- Church: Roman Catholic Church
- See: Alexandria
- Appointed: 1 September 2009
- Quashed: 21 July 2019
- Predecessor: Giuseppe Bausardo
- Other post: Titular Bishop of Flumenzer (2009-2019)

Orders
- Ordination: 24 September 1972 by Jean de Capistran Aimé Cayer
- Consecration: 31 October 2009 by Michael Louis Fitzgerald

Personal details
- Born: Adel Zaky 1 December 1947 Luxor, Egypt
- Died: 21 July 2019 (aged 71) Egypt
- Education: Assiut University; Saint Joseph University;

= Adel Zaky =

Egyptian Roman Catholic prelate (1947–2019)

Adel Zaky, O.F.M. (1 December 1947 – 21 July 2019) was an Egyptian Roman Catholic prelate who served as the Apostolic Vicar of Alexandria since 2009 until 2019. Prior to his episcopal appointment, he served in various parishes across cities such as Cairo and was also the order's national provincial superior for a time before returning to parish work.

==Life==
Bishop Adel Zaky was born on 1 December 1947 in Luxor. Brother of Edward, Tharwat, Atef and Magdy Zaky. From 1959 until 1963 he attended the Assiut University where he obtained his bachelor's degree in theological studies.

He entered the Order of Friars Minor in the 1960s in Guizeh and began his novitiate on 30 September 1968 before making his simple profession on 1 October 1969. Zaky made his solemn religious profession on 10 September 1972. On 24 September 1972 he received his ordination to the priesthood from the Bishop Jean de Capistran Aimé Cayer. Following his ordination he continued with additional studies from 1973 to 1975 at the Jesuit-run Saint Joseph University in Beirut in Lebanon where he obtained a licentiate in dogmatic theology in 1975. From 1975 until 1989 he served in the parishes of Assiut, El-Tawirat and then in Nag-Hammadi while from 1989 to 1998 served as the order's national provincial superior residing in Daher in Cairo. From 1998 until 2009 he served as a pastor in Boulacco in Cairo.

Pope Benedict XVI appointed Zaky on 1 September 2009 as the Apostolic Vicar of Alexandria and also made him the Titular Bishop of Flumenzer; he received his episcopal consecration on 31 October 2009 from Archbishop Michael Louis Fitzgerald, with Archbishop Marco Dino Brogi and Bishop Giovanni Innocenzo Martinelli serving as the principal co-consecrators. He attended his first "ad limina" visit to Pope Francis on 8 March 2018.

The bishop spoke Arabic but was also fluent in Italian and also knew Latin, English, and French.

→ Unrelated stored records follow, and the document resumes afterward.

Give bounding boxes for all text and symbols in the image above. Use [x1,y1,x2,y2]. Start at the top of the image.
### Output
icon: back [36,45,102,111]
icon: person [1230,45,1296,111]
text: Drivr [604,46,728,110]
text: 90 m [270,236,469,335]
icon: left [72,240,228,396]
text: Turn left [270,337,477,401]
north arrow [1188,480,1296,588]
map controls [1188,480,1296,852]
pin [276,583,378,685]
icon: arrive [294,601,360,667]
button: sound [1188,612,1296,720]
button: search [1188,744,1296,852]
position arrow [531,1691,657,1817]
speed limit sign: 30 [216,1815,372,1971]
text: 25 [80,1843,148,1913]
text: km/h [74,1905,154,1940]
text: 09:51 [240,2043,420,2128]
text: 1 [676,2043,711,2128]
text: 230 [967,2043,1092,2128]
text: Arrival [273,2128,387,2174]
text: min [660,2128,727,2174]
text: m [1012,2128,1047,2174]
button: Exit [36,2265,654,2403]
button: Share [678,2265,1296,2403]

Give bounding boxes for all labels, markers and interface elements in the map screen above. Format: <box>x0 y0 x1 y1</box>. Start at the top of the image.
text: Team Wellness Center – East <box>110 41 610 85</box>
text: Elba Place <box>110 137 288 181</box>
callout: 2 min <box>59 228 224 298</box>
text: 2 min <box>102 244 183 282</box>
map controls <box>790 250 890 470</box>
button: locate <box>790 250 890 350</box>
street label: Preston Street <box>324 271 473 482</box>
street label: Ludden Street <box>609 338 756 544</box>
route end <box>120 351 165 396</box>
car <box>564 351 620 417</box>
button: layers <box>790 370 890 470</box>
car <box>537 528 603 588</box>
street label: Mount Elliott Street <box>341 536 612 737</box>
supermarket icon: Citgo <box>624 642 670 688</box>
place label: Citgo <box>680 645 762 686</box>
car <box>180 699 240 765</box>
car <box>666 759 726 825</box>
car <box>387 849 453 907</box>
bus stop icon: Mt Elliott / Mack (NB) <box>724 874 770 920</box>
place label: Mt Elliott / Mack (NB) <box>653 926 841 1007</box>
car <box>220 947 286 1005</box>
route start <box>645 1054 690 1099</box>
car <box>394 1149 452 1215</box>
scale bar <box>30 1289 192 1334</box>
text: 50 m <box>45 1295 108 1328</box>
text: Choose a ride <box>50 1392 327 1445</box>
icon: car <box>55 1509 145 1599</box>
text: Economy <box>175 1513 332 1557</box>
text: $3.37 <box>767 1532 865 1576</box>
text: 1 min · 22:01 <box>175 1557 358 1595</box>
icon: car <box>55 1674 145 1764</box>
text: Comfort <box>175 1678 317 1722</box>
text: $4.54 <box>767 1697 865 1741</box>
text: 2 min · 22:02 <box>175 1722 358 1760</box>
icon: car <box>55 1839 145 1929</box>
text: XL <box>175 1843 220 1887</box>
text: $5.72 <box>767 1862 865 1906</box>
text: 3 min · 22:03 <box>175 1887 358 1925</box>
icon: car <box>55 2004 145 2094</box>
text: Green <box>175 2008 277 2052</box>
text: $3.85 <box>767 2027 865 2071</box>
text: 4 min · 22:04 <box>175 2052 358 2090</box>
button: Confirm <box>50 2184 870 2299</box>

On 10 February 2014 the bishop met with representatives of various Christian communities in Our Lady of Heliopolis in Cairo to pray for peace and national stability. Attendees included the Coptic Patriarch Ibrahim Isaac Sidrak as well as representatives from Christian communities such as the Melkites and Lutherans. Zaky said: "at the moment the common prayer of Egyptian Christians takes on a particular character: we are going through a time where severe episodes of violence continues in the country, but also one can see signs of hope on the horizon".

In March 2015 the Franciscan-managed Coptic Church of Kafr el-Dawar was attacked prompting Bishop Zaky to refer to the episode as a link to a series of attacks against infrastructure leading him to believe the objective of attackers was to make the country insecure and also to destabilize it.